▶ **Data provided**
....

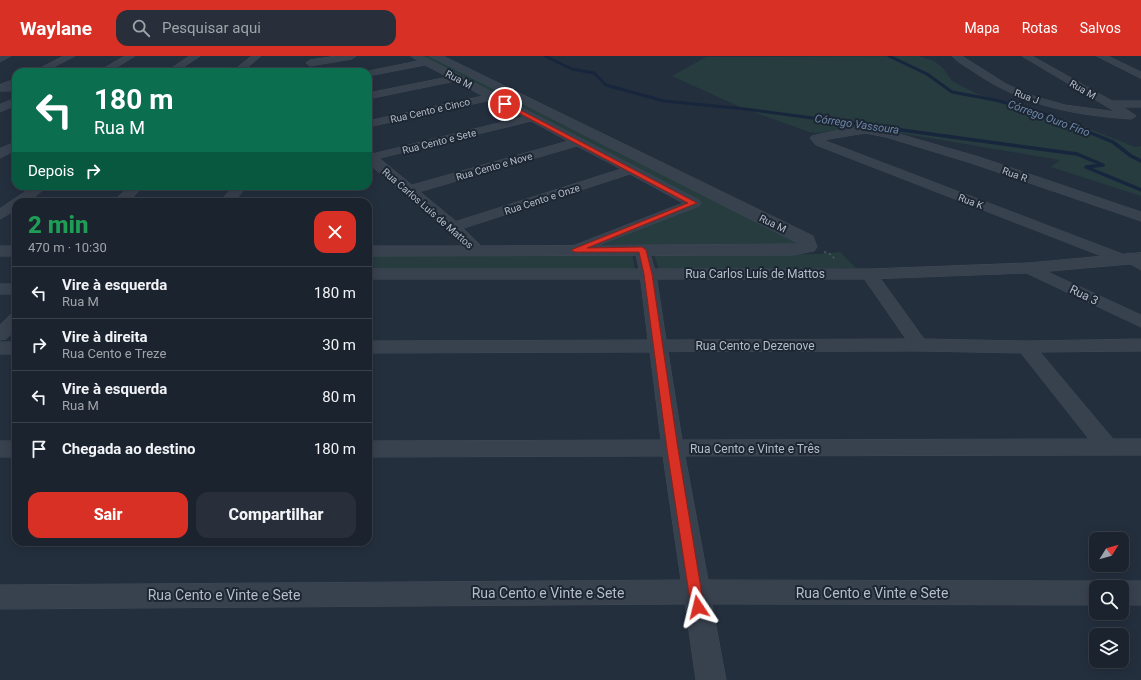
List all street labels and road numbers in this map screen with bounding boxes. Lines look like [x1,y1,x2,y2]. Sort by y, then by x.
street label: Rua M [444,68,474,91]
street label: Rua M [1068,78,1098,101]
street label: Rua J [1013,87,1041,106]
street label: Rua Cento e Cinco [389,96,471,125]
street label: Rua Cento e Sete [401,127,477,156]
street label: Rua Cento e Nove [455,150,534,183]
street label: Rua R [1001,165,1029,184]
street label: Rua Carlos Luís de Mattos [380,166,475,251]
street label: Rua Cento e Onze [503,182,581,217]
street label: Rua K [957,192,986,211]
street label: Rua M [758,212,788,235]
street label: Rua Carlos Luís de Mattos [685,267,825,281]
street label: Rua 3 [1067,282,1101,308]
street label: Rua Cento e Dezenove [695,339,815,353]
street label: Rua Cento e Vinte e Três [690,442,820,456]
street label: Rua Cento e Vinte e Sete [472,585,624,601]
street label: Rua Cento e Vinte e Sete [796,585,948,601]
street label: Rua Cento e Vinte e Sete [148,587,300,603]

....

Where pictures appear in the records, leave them out; output everything else exactly.

▶ **Response**
List all street labels and road numbers in this map screen with bounding boxes. Lines look like [x1,y1,x2,y2]. Sort by y, then by x.
street label: Rua M [444,68,474,91]
street label: Rua M [1068,78,1098,101]
street label: Rua J [1013,87,1041,106]
street label: Rua Cento e Cinco [389,96,471,125]
street label: Rua Cento e Sete [401,127,477,156]
street label: Rua Cento e Nove [455,150,534,183]
street label: Rua R [1001,165,1029,184]
street label: Rua Carlos Luís de Mattos [380,166,475,251]
street label: Rua Cento e Onze [503,182,581,217]
street label: Rua K [957,192,986,211]
street label: Rua M [758,212,788,235]
street label: Rua Carlos Luís de Mattos [685,267,825,281]
street label: Rua 3 [1067,282,1101,308]
street label: Rua Cento e Dezenove [695,339,815,353]
street label: Rua Cento e Vinte e Três [690,442,820,456]
street label: Rua Cento e Vinte e Sete [472,585,624,601]
street label: Rua Cento e Vinte e Sete [796,585,948,601]
street label: Rua Cento e Vinte e Sete [148,587,300,603]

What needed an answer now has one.